2024-11-11 18:12:21 (26.9 MB/s) - ‘mpg.csv.3’ saved [13891/13891]

Load MPG into SParkDF

mpg_data = spark.read.csv("mpg.csv", header=True, inferSchema=True)

View Schema

mpg_data.printSchema()
root
 |-- MPG: double (nullable = true)
 |-- Cylinders: integer (nullable = true)
 |-- Engine Disp: double (nullable = true)
 |-- Horsepower: integer (nullable = true)
 |-- Weight: integer (nullable = true)
 |-- Accelerate: double (nullable = true)
 |-- Year: integer (nullable = true)
 |-- Origin: string (nullable = true)

View Data

mpg_data.show(5)
+----+---------+-----------+----------+------+----------+----+--------+
| MPG|Cylinders|Engine Disp|Horsepower|Weight|Accelerate|Year|  Origin|
+----+---------+-----------+----------+------+----------+----+--------+
|15.0|        8|      390.0|       190|  3850|       8.5|  70|American|
|21.0|        6|      199.0|        90|  2648|      15.0|  70|American|
|18.0|        6|      199.0|        97|  2774|      15.5|  70|American|
|16.0|        8|      304.0|       150|  3433|      12.0|  70|American|
|14.0|        8|      455.0|       225|  3086|      10.0|  70|American|
+----+---------+-----------+----------+------+----------+----+--------+
only showing top 5 rows

Define Pipeline Stages

# Stage 1 - assemble the input columns into a single vector 
vectorAssembler = VectorAssembler(inputCols=["Weight", "Horsepower", "Engine Disp"], outputCol="features")
# Stage 2 - scale the features using standard scaler
scaler = StandardScaler(inputCol="features", outputCol="scaledFeatures")
# Stage 3 - create a linear regression instance
lr = LinearRegression(featuresCol="scaledFeatures", labelCol="MPG")

Build Pipeline

# Build the pipeline
# All the stages of the pipeline are mentioned in the order of execution.
pipeline = Pipeline(stages=[vectorAssembler, scaler, lr])

Split Data

# Split the data into training and testing sets
(trainingData, testData) = mpg_data.randomSplit([0.7, 0.3], seed=42)

Fit Pipeline

# Fit the pipeline to the training data
# ignore any warnings.
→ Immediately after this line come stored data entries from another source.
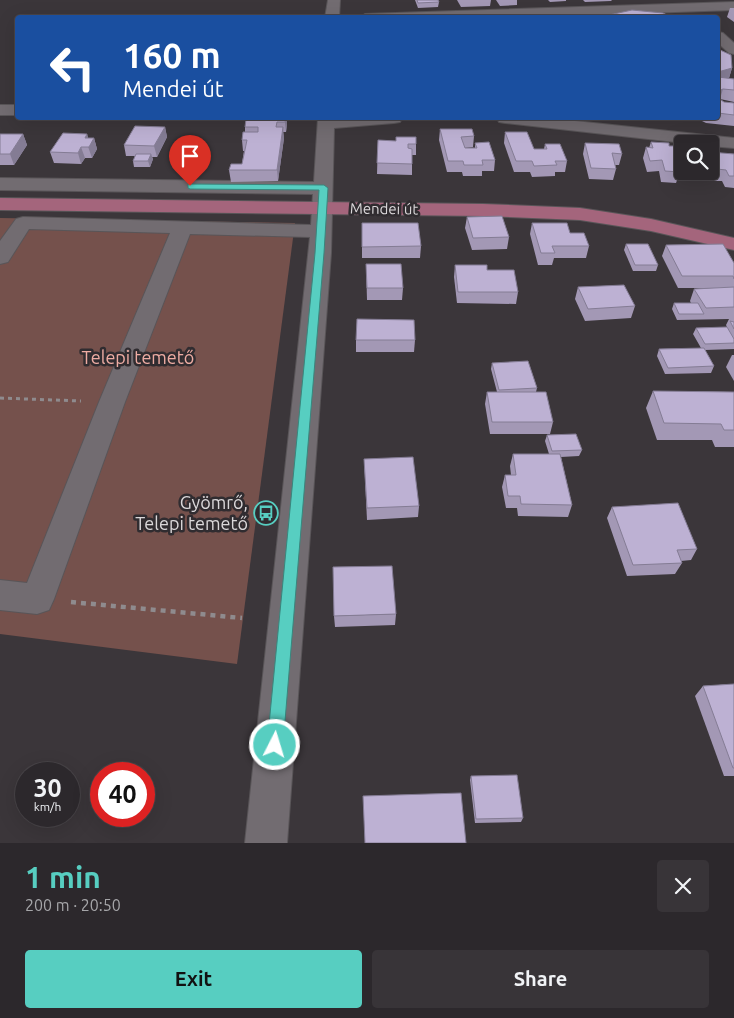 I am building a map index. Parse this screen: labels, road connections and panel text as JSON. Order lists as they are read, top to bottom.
{
  "streets": {
    "main road": ["Mendei út"]
  },
  "parks": ["Telepi temető"],
  "places": {
    "bus stop": ["Gyömrő, Telepi temető"]
  },
  "page": {
    "turn": ["160 m", "Mendei út"],
    "speed": "30 km/h",
    "limit": "40",
    "heading": ["1 min", "200 m · 20:50"],
    "buttons": ["Exit", "Share"]
  }
}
The warnings are due to the simplified settings and the security settings of the lab

model = pipeline.fit(trainingData)

Make Predictions

predictions = model.transform(testData)

RMSE

evaluator = RegressionEvaluator(labelCol="MPG", predictionCol="prediction", metricName="rmse")
rmse = evaluator.evaluate(predictions)
print("Root Mean Squared Error (RMSE) =", rmse)

Root Mean Squared Error (RMSE) = 4.69281610922322